The two were named UW Oshkosh Outstanding Young Alumni in 2002 for their work with Chiat\Day, an advertising firm that has done work for companies such as Taco Bell, Apple and Sony PlayStation.
Maki graduated in 1996 with a major in journalism and a dual emphasis in advertising and public relations, as well as a minor in Spanish. Monn, also a 1996 alumnus, was a journalism major with an emphasis in advertising and a minor in art.
But Maki said he wasn’t always sure of his career path. As a sophomore, he had an interest in literature and art, and considered majoring in English and becoming a teacher.
“But I didn’t have a ton of passion about it,” he recalled. “Then one Sunday I was in a friend’s room in Taylor Hall and I picked up an intro to advertising textbook. As I started flipping through it, I read about the strategies that were behind some award-winning ads. I spent about an hour reading this textbook on a Sunday and I realized there might be something there for me.”

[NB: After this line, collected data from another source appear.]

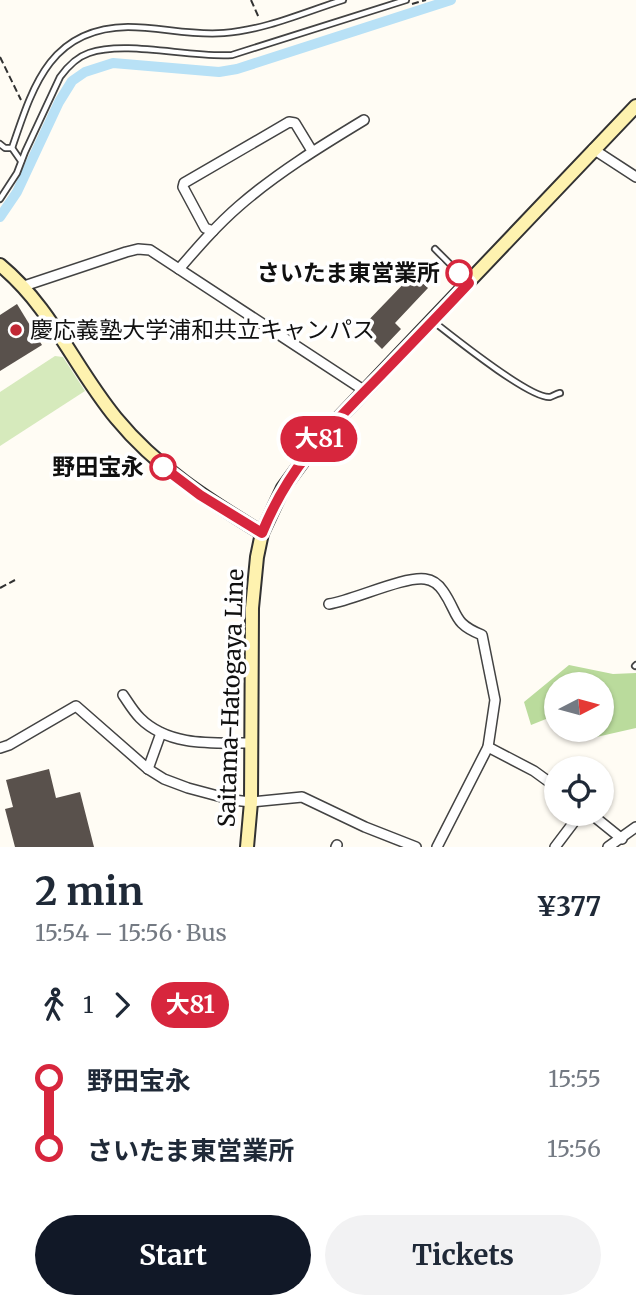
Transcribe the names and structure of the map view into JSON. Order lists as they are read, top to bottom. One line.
{"streets":{"main road":["Saitama-Hatogaya Line"]},"places":["さいたま東営業所","慶応義塾大学浦和共立キャンパス","野田宝永"],"lines":["bus line 大81"],"north":"right","page":{"on_map":"大81","heading":["2 min","15:54 – 15:56 · Bus","¥377"],"legs":["1","大81"],"list":[{"name":"野田宝永","value":"15:55"},{"name":"さいたま東営業所","value":"15:56"}],"buttons":["Start","Tickets"]}}
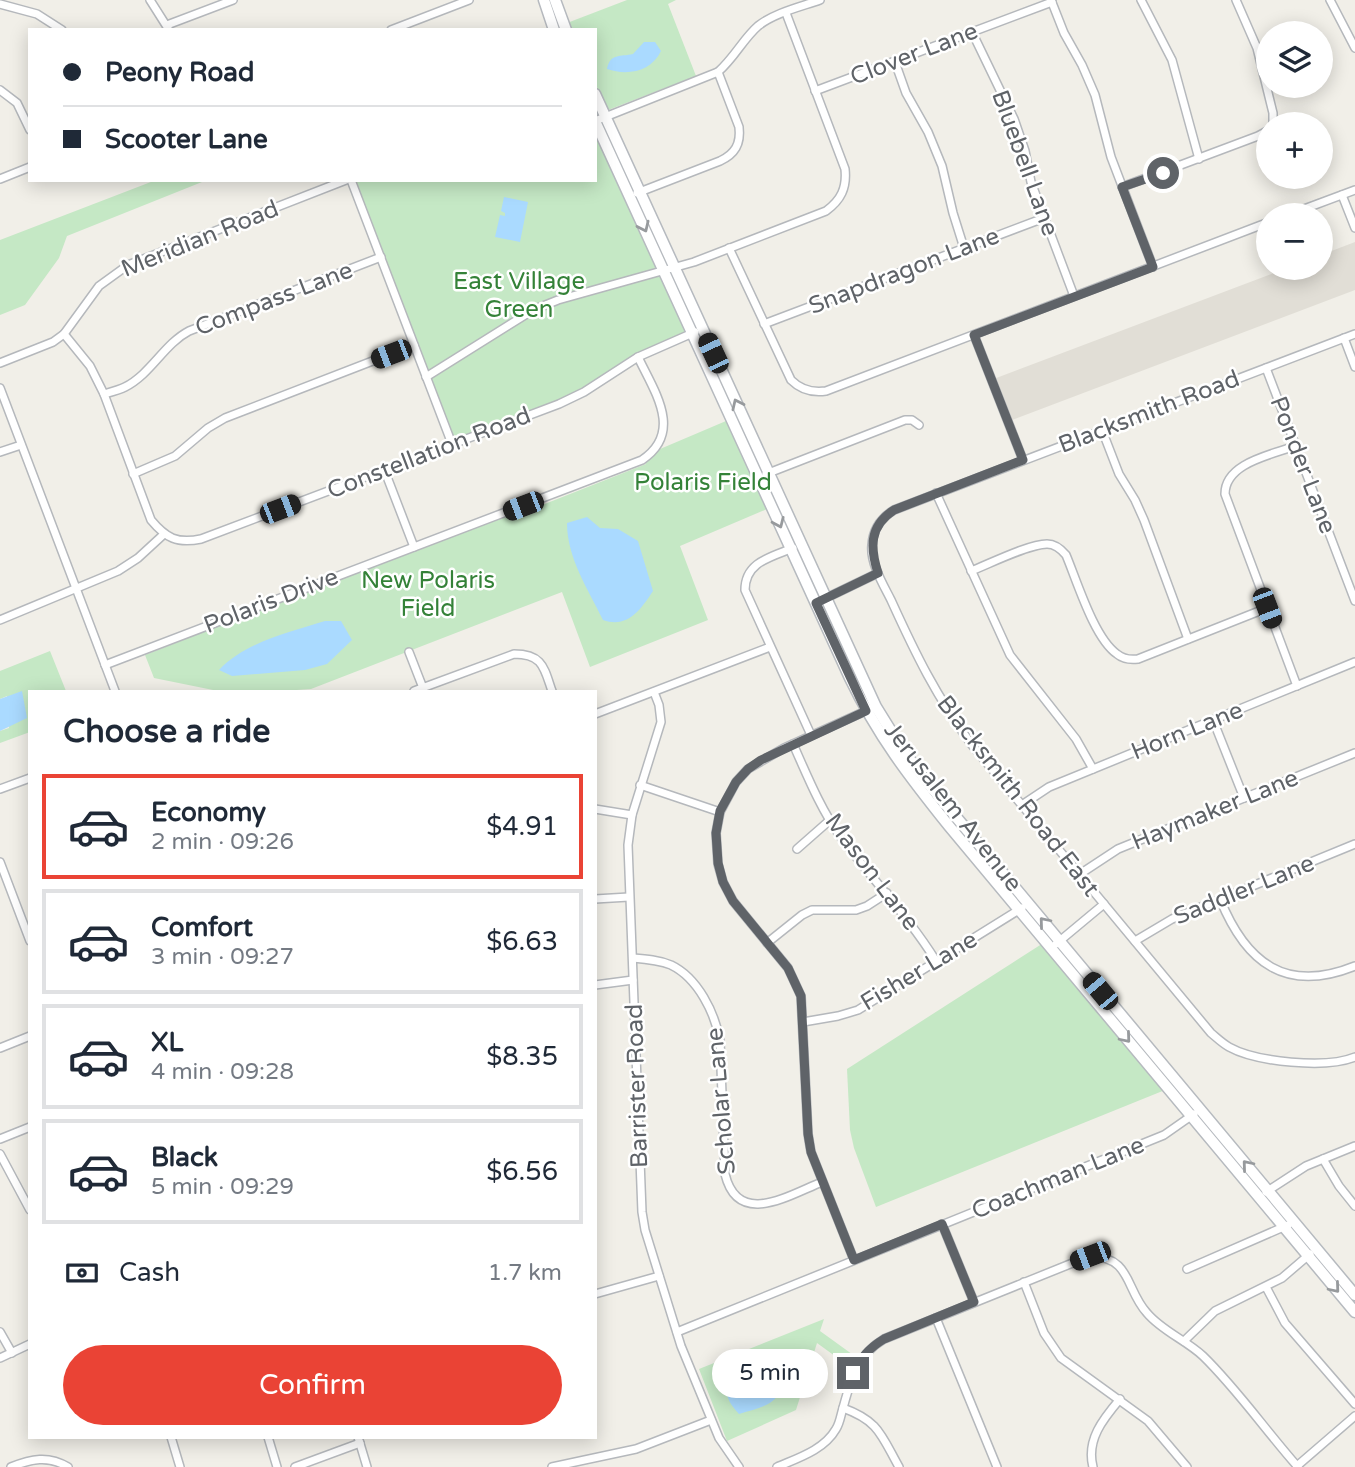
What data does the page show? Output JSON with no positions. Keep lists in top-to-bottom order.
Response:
{
  "streets": {
    "main road": ["Jerusalem Avenue"],
    "street": [
      "Clover Lane",
      "Bluebell Lane",
      "Meridian Road",
      "Snapdragon Lane",
      "Compass Lane",
      "Blacksmith Road",
      "Constellation Road",
      "Ponder Lane",
      "Polaris Drive",
      "Horn Lane",
      "Blacksmith Road East",
      "Haymaker Lane",
      "Mason Lane",
      "Saddler Lane",
      "Fisher Lane",
      "Barrister Road",
      "Scholar Lane",
      "Coachman Lane"
    ]
  },
  "crossings": [
    ["Clover Lane", "Bluebell Lane"],
    ["Bluebell Lane", "Snapdragon Lane"],
    ["Blacksmith Road", "Ponder Lane"],
    ["Blacksmith Road", "Blacksmith Road East"],
    ["Constellation Road", "Polaris Drive"],
    ["Constellation Road", "Jerusalem Avenue"],
    ["Horn Lane", "Blacksmith Road East"],
    ["Blacksmith Road East", "Haymaker Lane"],
    ["Jerusalem Avenue", "Fisher Lane"],
    ["Jerusalem Avenue", "Coachman Lane"],
    ["Mason Lane", "Fisher Lane"],
    ["Barrister Road", "Scholar Lane"],
    ["Barrister Road", "Coachman Lane"]
  ],
  "parks": ["East Village Green", "Polaris Field", "New Polaris Field"],
  "page": {
    "map_buttons": ["+", "−"],
    "banner": ["Peony Road", "Scooter Lane"],
    "heading": "Choose a ride",
    "list": [
      {
        "name": "Economy",
        "note": "2 min · 09:26",
        "value": "$4.91"
      },
      {
        "name": "Comfort",
        "note": "3 min · 09:27",
        "value": "$6.63"
      },
      {
        "name": "XL",
        "note": "4 min · 09:28",
        "value": "$8.35"
      },
      {
        "name": "Black",
        "note": "5 min · 09:29",
        "value": "$6.56"
      }
    ],
    "pay": ["Cash", "1.7 km"],
    "buttons": "Confirm",
    "bubble": "5 min"
  }
}
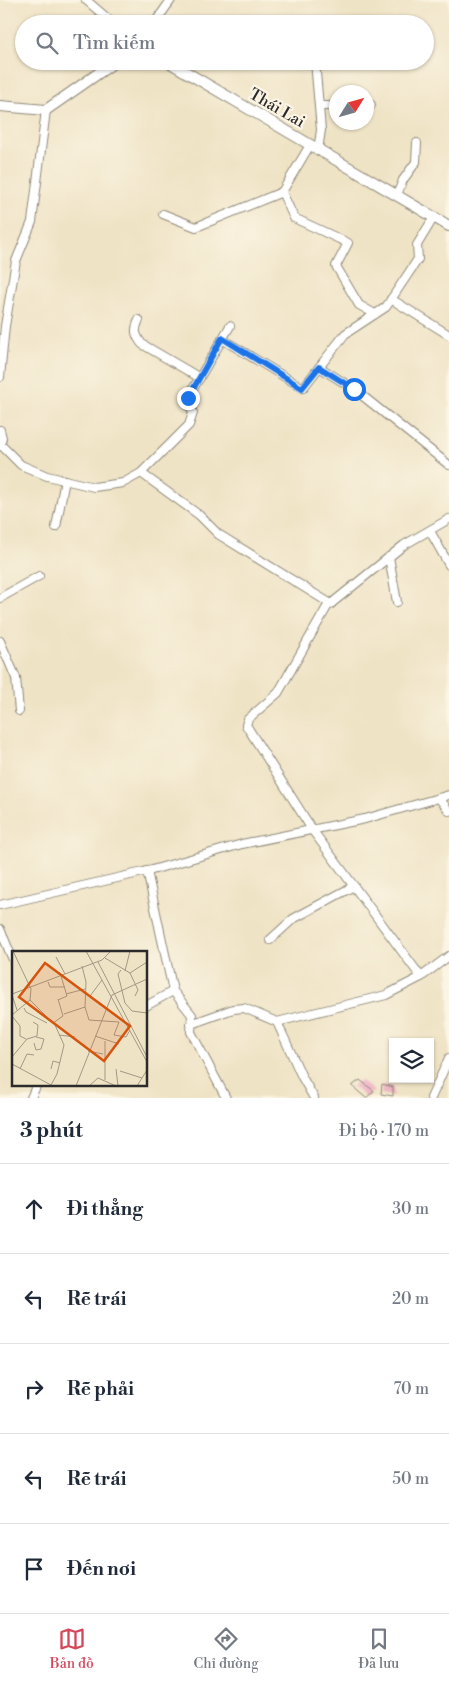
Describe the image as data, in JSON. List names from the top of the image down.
{
  "streets": {
    "street": ["Thái Lai"]
  },
  "north": "top right",
  "page": {
    "search": "Tìm kiếm",
    "heading": ["3 phút", "Đi bộ · 170 m"],
    "list": [
      ["Đi thẳng", "30 m"],
      ["Rẽ trái", "20 m"],
      ["Rẽ phải", "70 m"],
      ["Rẽ trái", "50 m"],
      "Đến nơi"
    ],
    "nav": ["Bản đồ", "Chỉ đường", "Đã lưu"]
  }
}
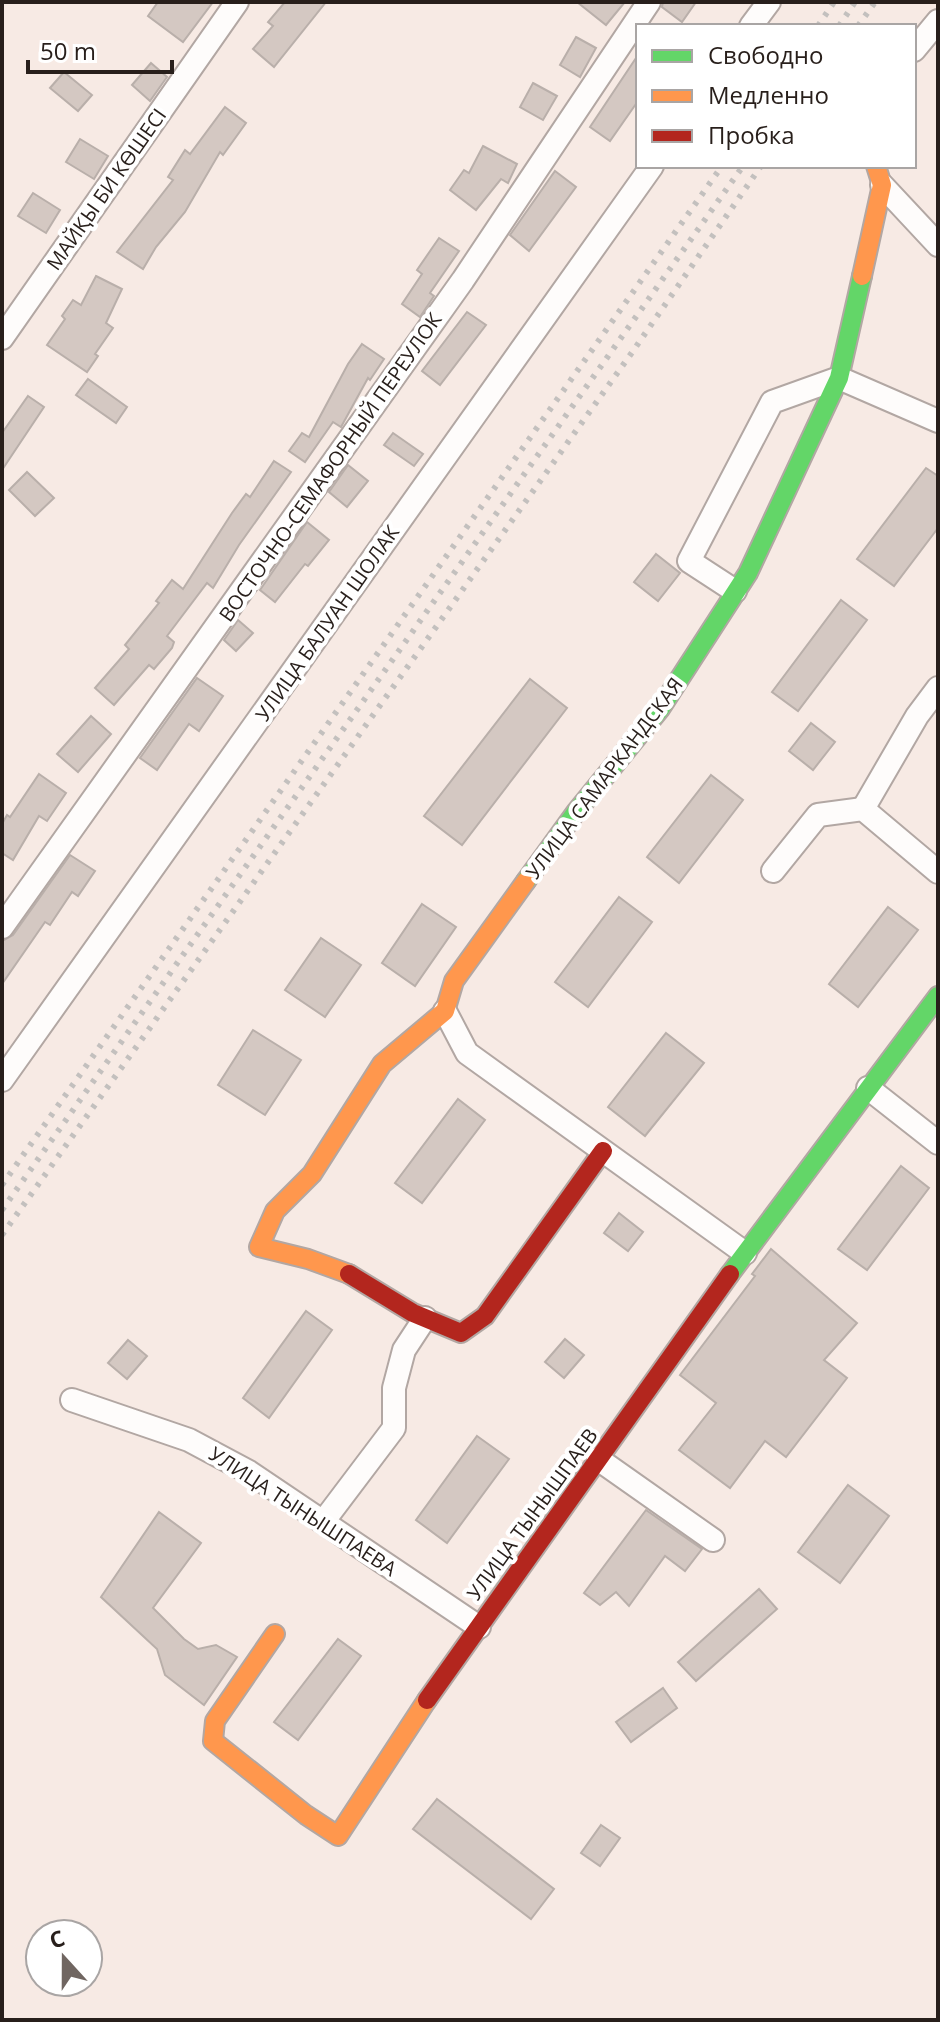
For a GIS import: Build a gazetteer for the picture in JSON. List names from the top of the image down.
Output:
{
  "streets": {
    "street": [
      "МАЙҚЫ БИ КӨШЕСІ",
      "ВОСТОЧНО-СЕМАФОРНЫЙ ПЕРЕУЛОК",
      "УЛИЦА БАЛУАН ШОЛАК",
      "УЛИЦА САМАРКАНДСКАЯ",
      "УЛИЦА ТЫНЫШПАЕВА",
      "УЛИЦА ТЫНЫШПАЕВ"
    ]
  },
  "crossings": [
    ["УЛИЦА ТЫНЫШПАЕВА", "УЛИЦА ТЫНЫШПАЕВ"]
  ],
  "legend": ["Свободно", "Медленно", "Пробка"],
  "scale_bar": "50 m",
  "north": "top"
}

Once Maki started journalism classes, he found his passion while working at the Advance-Titan, he said.
“Things first started to click for me at the Advance-Titan,” he said. “I held several positions — proofing, ad production and ad sales — and it helped me realize how much I loved working in a team environment, making something from nothing and delivering something we were all proud of on a deadline.”
Maki said he worked for the A-T from 1994-96, a historic time for the student newspaper.
“We were transitioning the paper from printing on a traditional press to printing from a digital file, and that meant mocking it up the old-school way AND building a digital version of it each week. It was double the work for two entire school years, but it was an interesting experience to be a part of.”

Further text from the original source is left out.